== WHAT NEEDS TO BE DONE ==
Work through the material below line by line and say how many lines include the word "positions". Only the number, please.

== RECORDS SHOWN ==
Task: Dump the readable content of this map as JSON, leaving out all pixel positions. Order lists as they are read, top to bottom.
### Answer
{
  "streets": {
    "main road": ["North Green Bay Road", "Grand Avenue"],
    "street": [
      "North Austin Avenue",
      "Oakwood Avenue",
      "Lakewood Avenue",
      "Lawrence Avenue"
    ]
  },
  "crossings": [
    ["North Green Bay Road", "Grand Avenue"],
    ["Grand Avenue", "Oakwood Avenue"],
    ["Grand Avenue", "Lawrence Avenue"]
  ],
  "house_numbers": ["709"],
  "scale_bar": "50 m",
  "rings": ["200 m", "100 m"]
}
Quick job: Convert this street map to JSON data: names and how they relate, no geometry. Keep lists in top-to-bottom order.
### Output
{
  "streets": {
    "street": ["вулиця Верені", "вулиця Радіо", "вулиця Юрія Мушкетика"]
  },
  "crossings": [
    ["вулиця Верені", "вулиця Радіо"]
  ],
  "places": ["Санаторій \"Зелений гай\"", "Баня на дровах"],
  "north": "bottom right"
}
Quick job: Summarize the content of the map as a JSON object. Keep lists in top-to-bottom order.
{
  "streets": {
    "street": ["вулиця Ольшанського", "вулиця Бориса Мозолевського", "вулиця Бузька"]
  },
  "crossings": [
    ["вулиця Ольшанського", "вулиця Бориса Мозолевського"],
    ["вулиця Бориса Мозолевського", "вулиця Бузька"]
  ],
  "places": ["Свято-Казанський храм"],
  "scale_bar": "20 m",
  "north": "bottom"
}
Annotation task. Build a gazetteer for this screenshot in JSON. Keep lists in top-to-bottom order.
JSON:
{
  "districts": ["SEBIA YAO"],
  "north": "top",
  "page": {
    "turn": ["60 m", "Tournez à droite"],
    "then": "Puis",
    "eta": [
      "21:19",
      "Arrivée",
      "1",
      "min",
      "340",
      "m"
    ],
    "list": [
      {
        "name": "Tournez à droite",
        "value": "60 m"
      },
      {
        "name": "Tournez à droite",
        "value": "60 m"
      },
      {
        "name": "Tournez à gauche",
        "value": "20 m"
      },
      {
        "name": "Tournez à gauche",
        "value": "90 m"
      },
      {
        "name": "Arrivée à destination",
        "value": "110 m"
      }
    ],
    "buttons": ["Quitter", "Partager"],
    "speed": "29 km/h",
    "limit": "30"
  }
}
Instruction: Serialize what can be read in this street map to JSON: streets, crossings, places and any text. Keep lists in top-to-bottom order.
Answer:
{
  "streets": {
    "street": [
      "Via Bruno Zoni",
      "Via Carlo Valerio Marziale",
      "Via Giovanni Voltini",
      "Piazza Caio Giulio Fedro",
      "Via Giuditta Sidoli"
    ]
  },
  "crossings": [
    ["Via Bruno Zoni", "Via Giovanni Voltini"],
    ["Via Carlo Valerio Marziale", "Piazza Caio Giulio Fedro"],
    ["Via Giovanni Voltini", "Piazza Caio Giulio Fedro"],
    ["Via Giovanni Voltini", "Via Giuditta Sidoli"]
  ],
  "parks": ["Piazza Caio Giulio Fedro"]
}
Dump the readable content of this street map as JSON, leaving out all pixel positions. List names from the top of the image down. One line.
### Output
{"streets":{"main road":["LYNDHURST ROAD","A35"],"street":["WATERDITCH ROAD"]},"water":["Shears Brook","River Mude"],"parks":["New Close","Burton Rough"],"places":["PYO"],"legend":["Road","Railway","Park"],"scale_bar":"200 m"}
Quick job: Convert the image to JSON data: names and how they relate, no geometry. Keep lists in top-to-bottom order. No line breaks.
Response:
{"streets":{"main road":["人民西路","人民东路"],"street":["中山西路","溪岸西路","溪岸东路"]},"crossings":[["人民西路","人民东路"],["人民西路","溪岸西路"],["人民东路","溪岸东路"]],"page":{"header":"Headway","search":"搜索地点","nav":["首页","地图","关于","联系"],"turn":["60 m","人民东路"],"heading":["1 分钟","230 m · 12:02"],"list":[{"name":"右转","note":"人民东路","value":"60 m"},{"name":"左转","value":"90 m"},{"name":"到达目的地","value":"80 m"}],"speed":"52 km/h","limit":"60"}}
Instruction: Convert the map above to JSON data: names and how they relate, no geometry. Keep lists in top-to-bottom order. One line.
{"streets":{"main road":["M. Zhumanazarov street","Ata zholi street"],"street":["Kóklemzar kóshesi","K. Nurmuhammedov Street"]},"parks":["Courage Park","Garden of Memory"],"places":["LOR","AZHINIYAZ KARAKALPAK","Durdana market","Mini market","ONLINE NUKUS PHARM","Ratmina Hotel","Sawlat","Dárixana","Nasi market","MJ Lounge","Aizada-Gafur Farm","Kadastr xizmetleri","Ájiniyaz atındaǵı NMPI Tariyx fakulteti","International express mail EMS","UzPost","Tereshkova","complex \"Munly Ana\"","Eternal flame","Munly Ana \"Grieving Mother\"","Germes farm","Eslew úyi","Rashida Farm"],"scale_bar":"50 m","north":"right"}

== EXERCISE RESULT ==
2